### What is needed
Quote the entries word for word. Omit the pictures.

Data records
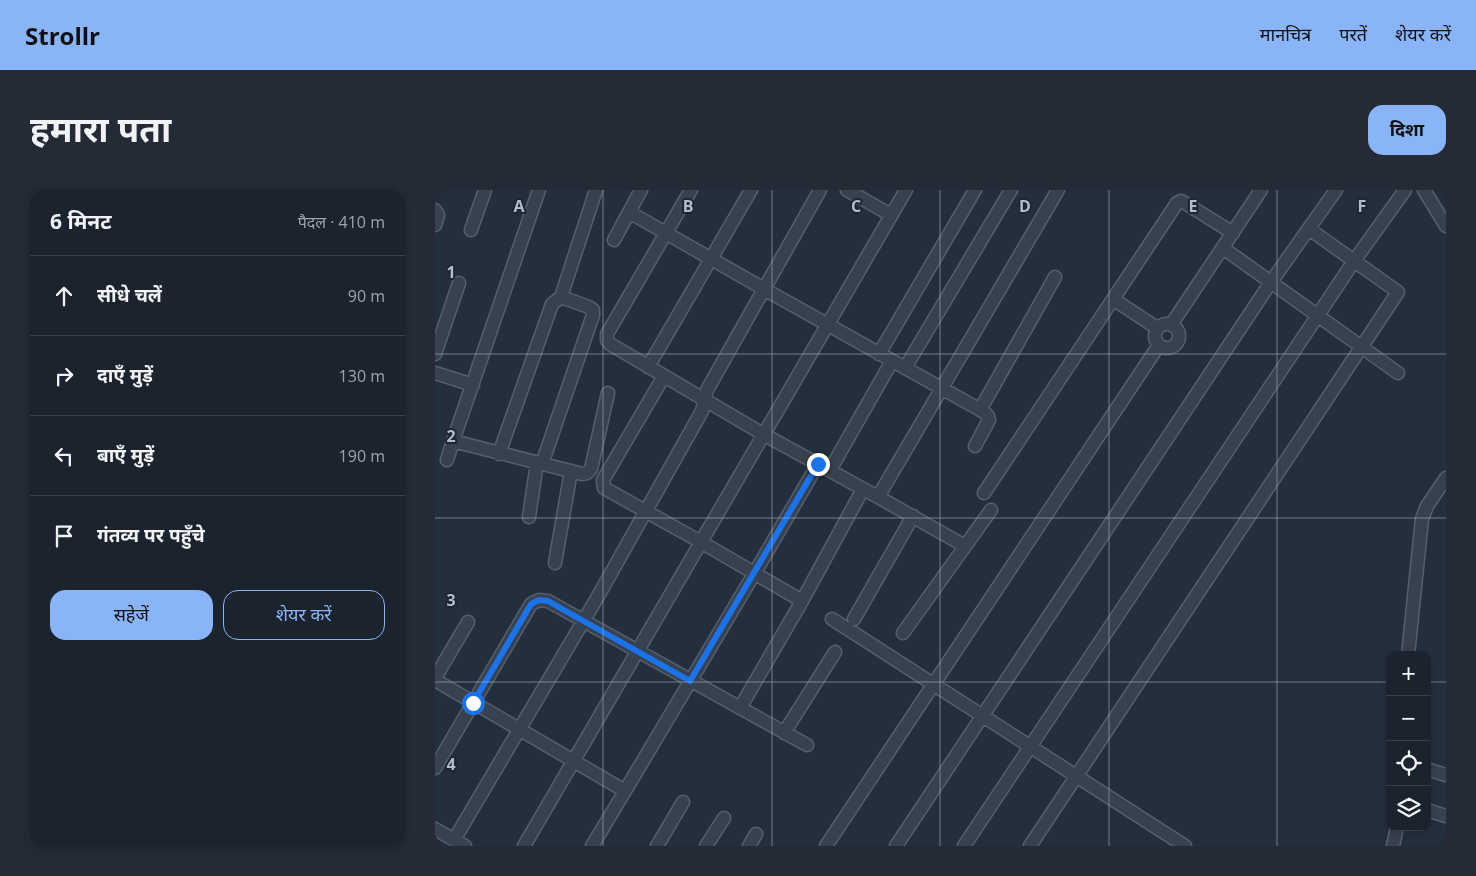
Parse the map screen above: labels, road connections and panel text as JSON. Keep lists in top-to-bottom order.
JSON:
{
  "page": {
    "header": "Strollr",
    "nav": ["मानचित्र", "परतें", "शेयर करें"],
    "title": "हमारा पता",
    "buttons": [
      "दिशा",
      ["सहेजें", "शेयर करें"]
    ],
    "heading": ["6 मिनट", "पैदल · 410 m"],
    "list": [
      ["सीधे चलें", "90 m"],
      ["दाएँ मुड़ें", "130 m"],
      ["बाएँ मुड़ें", "190 m"],
      "गंतव्य पर पहुँचे"
    ],
    "map_buttons": ["+", "−"]
  },
  "grid": {
    "columns": [
      "A",
      "B",
      "C",
      "D",
      "E",
      "F"
    ],
    "rows": [
      "1",
      "2",
      "3",
      "4"
    ]
  }
}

### Your solution
Parse the map screen above: labels, road connections and panel text as JSON. Keep lists in top-to-bottom order.
JSON:
{
  "page": {
    "header": "Strollr",
    "nav": ["मानचित्र", "परतें", "शेयर करें"],
    "title": "हमारा पता",
    "buttons": [
      "दिशा",
      ["सहेजें", "शेयर करें"]
    ],
    "heading": ["6 मिनट", "पैदल · 410 m"],
    "list": [
      ["सीधे चलें", "90 m"],
      ["दाएँ मुड़ें", "130 m"],
      ["बाएँ मुड़ें", "190 m"],
      "गंतव्य पर पहुँचे"
    ],
    "map_buttons": ["+", "−"]
  },
  "grid": {
    "columns": [
      "A",
      "B",
      "C",
      "D",
      "E",
      "F"
    ],
    "rows": [
      "1",
      "2",
      "3",
      "4"
    ]
  }
}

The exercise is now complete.